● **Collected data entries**
-- -- --

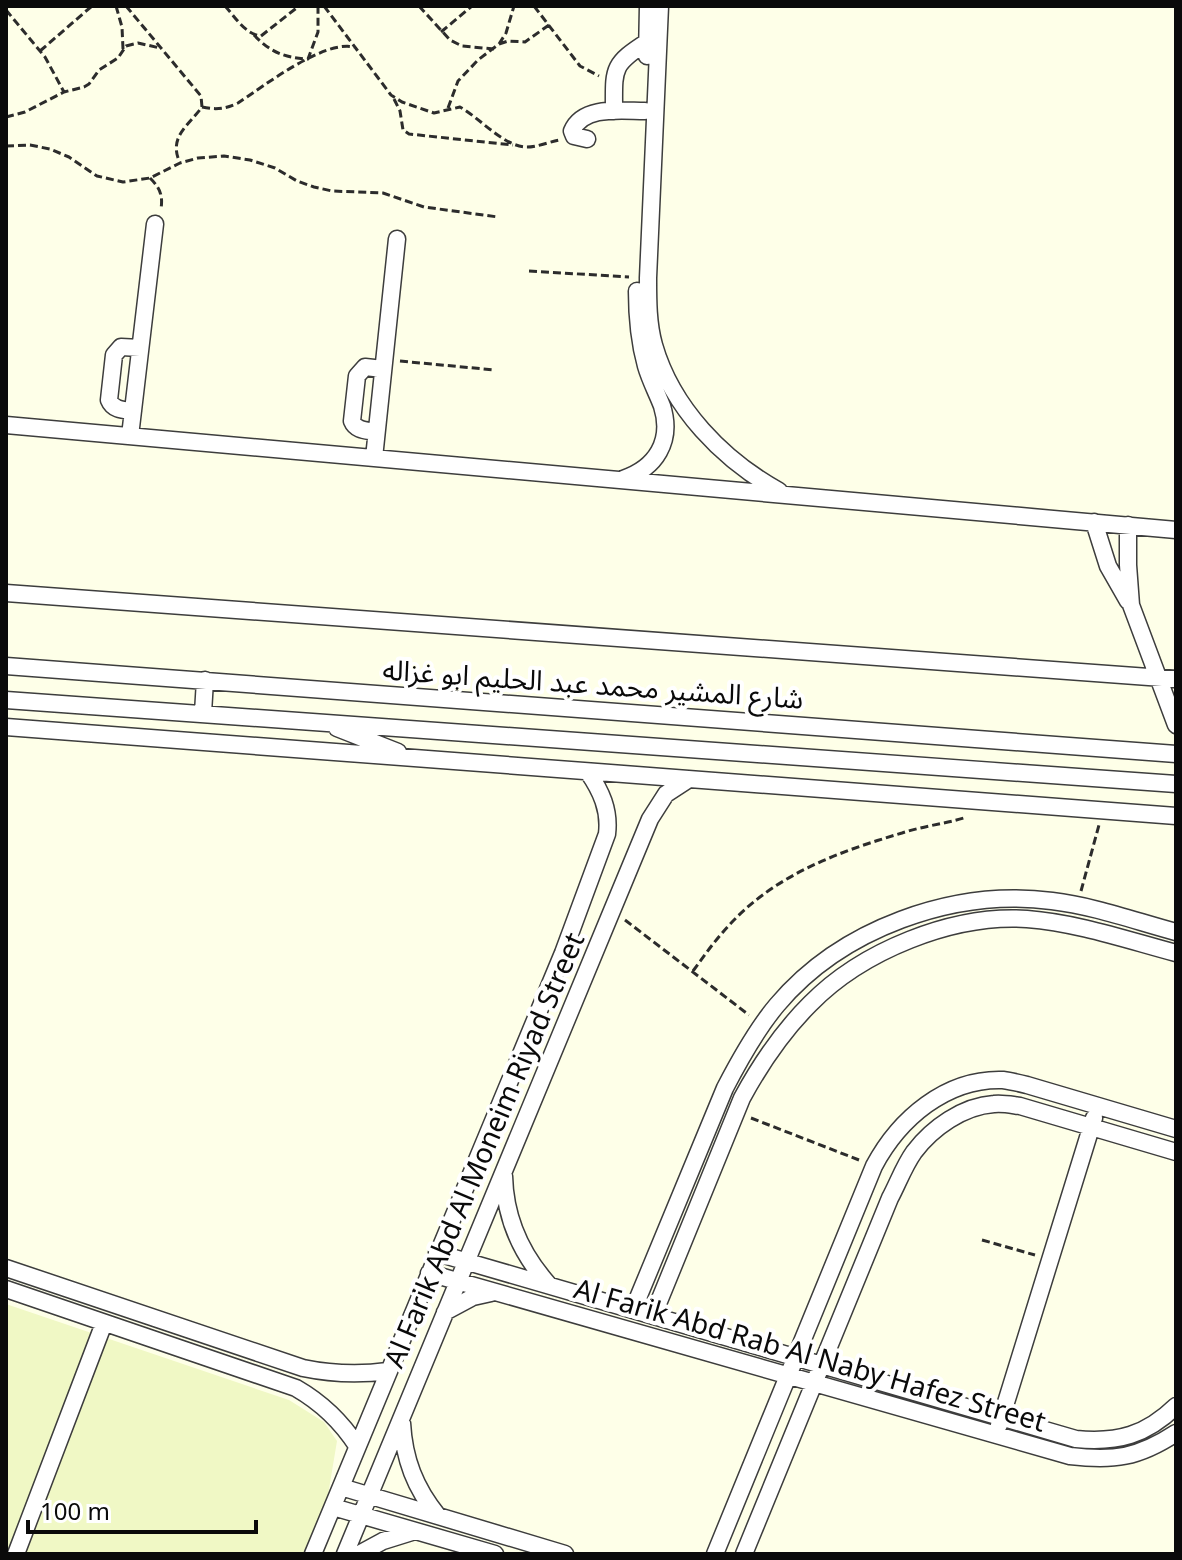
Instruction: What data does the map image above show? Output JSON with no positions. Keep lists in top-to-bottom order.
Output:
{
  "streets": {
    "street": ["شارع المشير محمد عبد الحليم ابو غزاله", "Al Farik Abd Al Moneim Riyad Street", "Al Farik Abd Rab Al Naby Hafez Street"]
  },
  "crossings": [
    ["Al Farik Abd Al Moneim Riyad Street", "Al Farik Abd Rab Al Naby Hafez Street"]
  ],
  "scale_bar": "100 m"
}
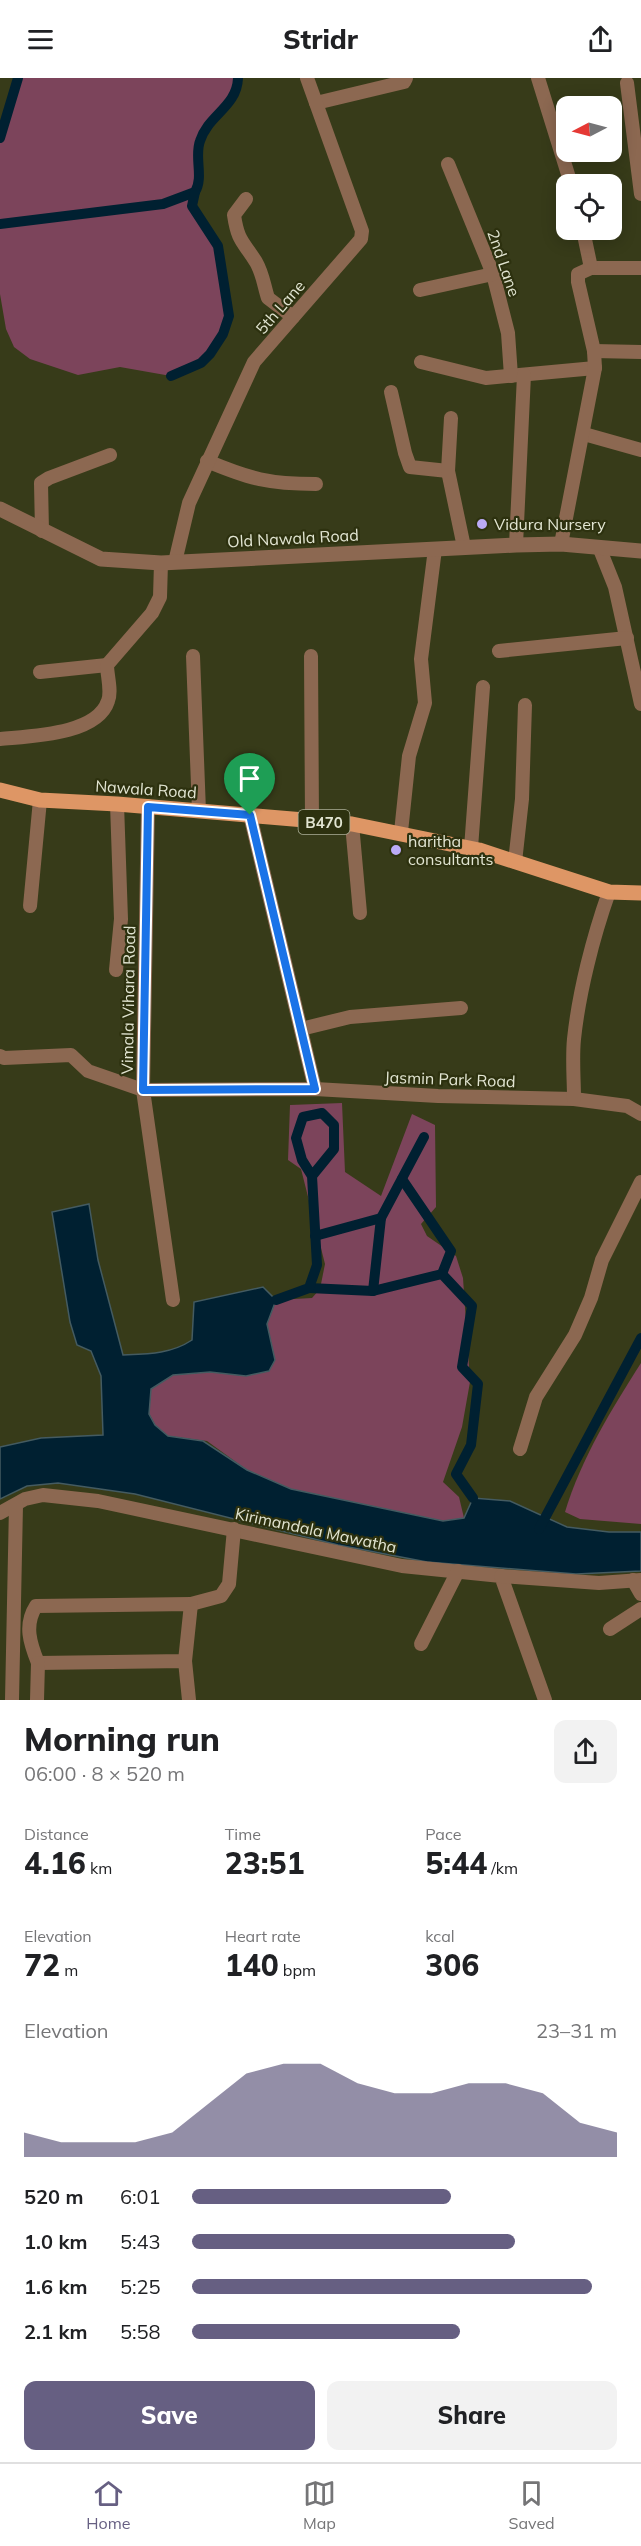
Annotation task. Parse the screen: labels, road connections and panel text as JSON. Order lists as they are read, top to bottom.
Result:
{
  "streets": {
    "main road": ["Nawala Road", "B470"],
    "street": [
      "2nd Lane",
      "5th Lane",
      "Old Nawala Road",
      "Vimala Vihara Road",
      "Jasmin Park Road",
      "Kirimandala Mawatha"
    ]
  },
  "crossings": [
    ["2nd Lane", "Old Nawala Road"],
    ["5th Lane", "Old Nawala Road"],
    ["Nawala Road", "Vimala Vihara Road"],
    ["Vimala Vihara Road", "Jasmin Park Road"]
  ],
  "places": ["Vidura Nursery", "haritha consultants"],
  "north": "left",
  "page": {
    "header": "Stridr",
    "heading": ["Morning run", "06:00 · 8 × 520 m"],
    "stats": [
      ["Distance", "4.16 km"],
      ["Time", "23:51"],
      ["Pace", "5:44 /km"],
      ["Elevation", "72 m"],
      ["Heart rate", "140 bpm"],
      ["kcal", "306"]
    ],
    "chart": ["Elevation", "23–31 m"],
    "list": [
      {
        "name": "520 m",
        "note": "6:01"
      },
      {
        "name": "1.0 km",
        "note": "5:43"
      },
      {
        "name": "1.6 km",
        "note": "5:25"
      },
      {
        "name": "2.1 km",
        "note": "5:58"
      }
    ],
    "buttons": ["Save", "Share"],
    "tabs": ["Home", "Map", "Saved"]
  }
}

-- -- --

● **EXERCISE OBJECTIVE**
Please retype the records above exactly, leaving every image out.

● **FINISHED TASK**
Instruction: What data does the map image above show? Output JSON with no positions. Keep lists in top-to-bottom order.
Output:
{
  "streets": {
    "street": ["شارع المشير محمد عبد الحليم ابو غزاله", "Al Farik Abd Al Moneim Riyad Street", "Al Farik Abd Rab Al Naby Hafez Street"]
  },
  "crossings": [
    ["Al Farik Abd Al Moneim Riyad Street", "Al Farik Abd Rab Al Naby Hafez Street"]
  ],
  "scale_bar": "100 m"
}
Annotation task. Parse the screen: labels, road connections and panel text as JSON. Order lists as they are read, top to bottom.
Result:
{
  "streets": {
    "main road": ["Nawala Road", "B470"],
    "street": [
      "2nd Lane",
      "5th Lane",
      "Old Nawala Road",
      "Vimala Vihara Road",
      "Jasmin Park Road",
      "Kirimandala Mawatha"
    ]
  },
  "crossings": [
    ["2nd Lane", "Old Nawala Road"],
    ["5th Lane", "Old Nawala Road"],
    ["Nawala Road", "Vimala Vihara Road"],
    ["Vimala Vihara Road", "Jasmin Park Road"]
  ],
  "places": ["Vidura Nursery", "haritha consultants"],
  "north": "left",
  "page": {
    "header": "Stridr",
    "heading": ["Morning run", "06:00 · 8 × 520 m"],
    "stats": [
      ["Distance", "4.16 km"],
      ["Time", "23:51"],
      ["Pace", "5:44 /km"],
      ["Elevation", "72 m"],
      ["Heart rate", "140 bpm"],
      ["kcal", "306"]
    ],
    "chart": ["Elevation", "23–31 m"],
    "list": [
      {
        "name": "520 m",
        "note": "6:01"
      },
      {
        "name": "1.0 km",
        "note": "5:43"
      },
      {
        "name": "1.6 km",
        "note": "5:25"
      },
      {
        "name": "2.1 km",
        "note": "5:58"
      }
    ],
    "buttons": ["Save", "Share"],
    "tabs": ["Home", "Map", "Saved"]
  }
}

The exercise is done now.